We should lean into this; not define it as aberrant.
We do much harm to social solidarity when we dismiss it, as many have, as a form of mindless conformity, of Stockholm Syndrome, or as evidence of the internal cop that all Australians allegedly harbour and cultivate.
I think we have too easily fallen into the frame of “surveillance capitalism” as the chief way of understanding everything from vax passports to Facebook, just as we have too easily fallen into one that views any social compliance as evidence of loving Big Brother.
As I said in another context:
Not all observation can be defined as surveillance, not if we want to see ourselves.
We do collective living (society) as much harm in presuming all observation is surveillance as we do in presuming that all individual behaviour is somehow contained within the individual.
Equality underpins all this. If people lack material equality, they cannot be social in a way that is healthy for society.
We must be able to see each other and care for each other on a planetary scale.
Rundle is aware of all this, and his main take is that there is no single solution to the problem. We need to control the spread of the disease and that means we need to know who is vaccinated and who has been where at different times.
But we need to recognise, he says, that “the more a state enforces a total program—lockdowns or vaccination—as the sole rational response…the more it will summon a synthesised resistance that seeks and finds its own rationale.”
His point being, I think, that the rationale people will find will be based in illiberalism, in anti-science, and almost inevitably, in violence.

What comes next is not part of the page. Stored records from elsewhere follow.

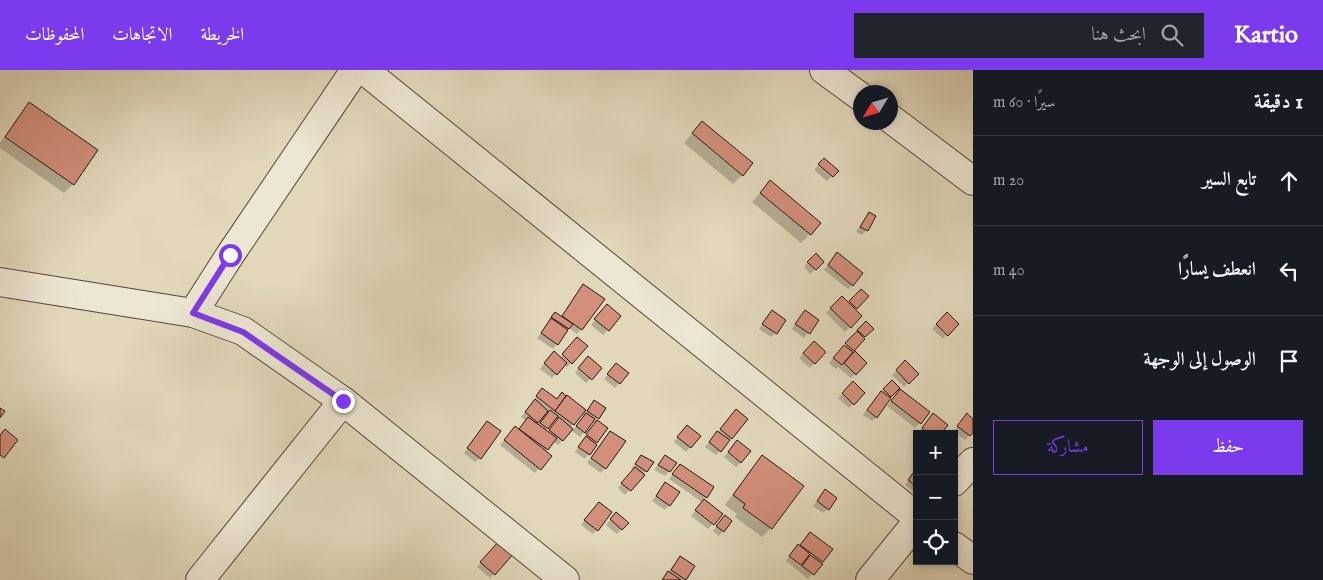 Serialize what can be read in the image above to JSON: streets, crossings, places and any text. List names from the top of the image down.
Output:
{
  "north": "bottom left",
  "page": {
    "header": "Kartio",
    "search": "ابحث هنا",
    "nav": ["الخريطة", "الاتجاهات", "المحفوظات"],
    "heading": ["1 دقيقة", "سيرًا · 60 m"],
    "list": [
      ["تابع السير", "20 m"],
      ["انعطف يسارًا", "40 m"],
      "الوصول إلى الوجهة"
    ],
    "buttons": ["حفظ", "مشاركة"],
    "map_buttons": ["+", "−"]
  }
}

If I could put forward, however tentatively, an underlying principle for all this, I would say that whatever solutions we go with must be as simple and as straightforward as possible. They must be easily accessible and affordable.
As I’ve said before, the biggest single thing politicians could do to improve the lives of most citizens would be to adopt policies that minimise the amount of bureaucracy in our lives, and that should go double to do with all things related to managing Covid.

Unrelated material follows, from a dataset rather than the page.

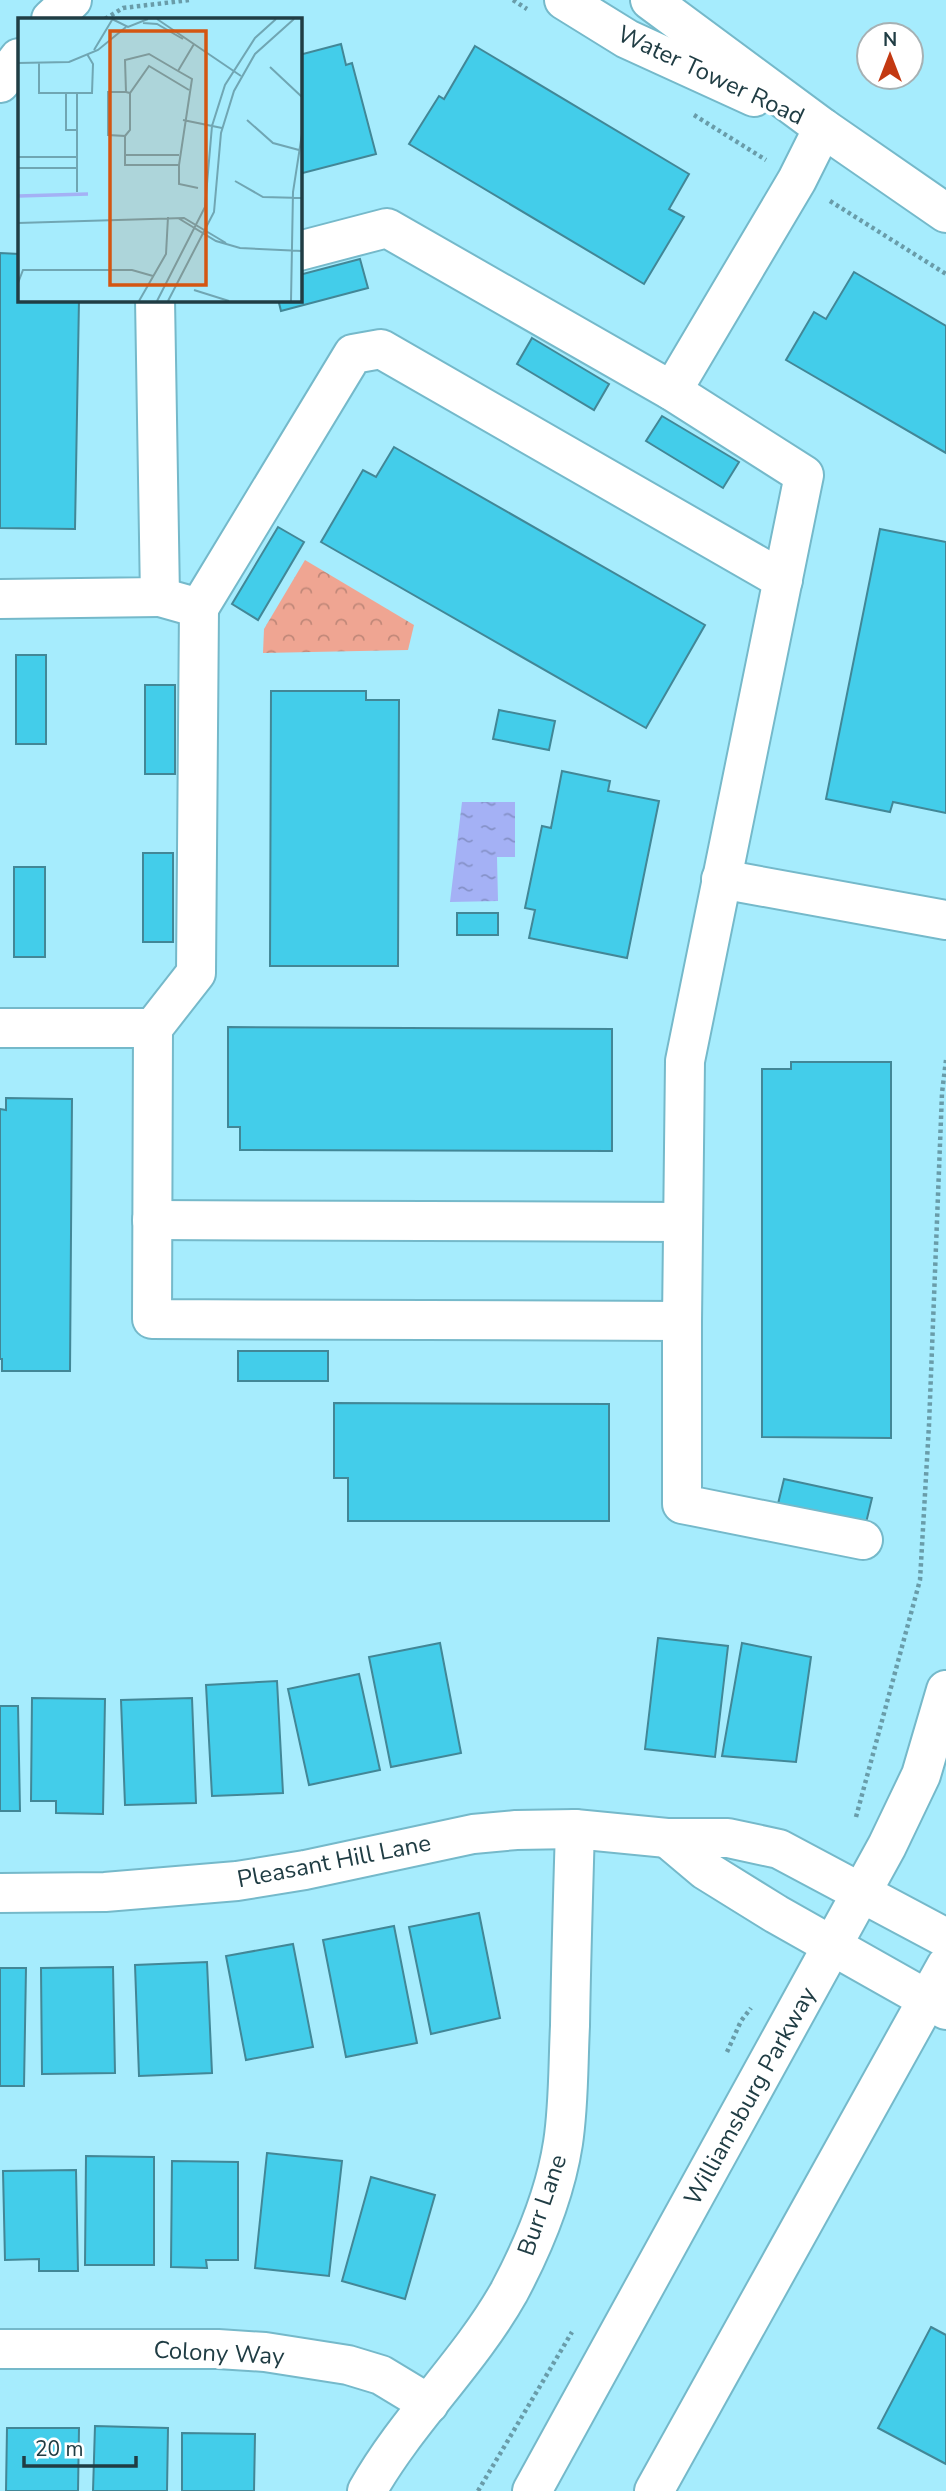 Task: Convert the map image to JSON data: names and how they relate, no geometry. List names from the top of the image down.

And as international borders open, this must be applied at a global scale.
Thanks for the piece - It’s a really interesting in Australia how we are struggling with this idea of responsibility and freedom. Was told of a friend who refused to get vaxed because he just hated the Idea of being told to do it by the government. When his wife told him he’d need to move out if he was not prepared to do this to protect his 2 under 10 year-old children, he sulked but he got jabbed.
The French have always been proud of both National and regional identity. Maybe that sense of belonging makes you care more about your fellow residents and happy to protect them.
The USAs biggest cultural export has been a mythical self image that the individual right subsume the collective societies. At the same time, they lament the decline in social standards & opine about the good old days when community was valued - love thy neighbour
Universally we care about our nearest and dearest, we will make sacrifices in our personal freedoms to protect them and what COVID has reminded us is we live in villages. In the case of Melbourne every village has a 5km radius.
Australians are conflicted thinking we shouldn’t accept those constraints because the ideology of the individual is meant to be our personal philosophy. It’s a cocktail of the reds under the beds of Menzies, the Hanson xenophobia, recent migrants running from authoritarianism even our recalcitrant convict heritage. We want to think we made our own decision to do the right thing, not that government made us do it.
Great piece Tim. The positives you highlight in the Australian experience are real and we should recognise them more often.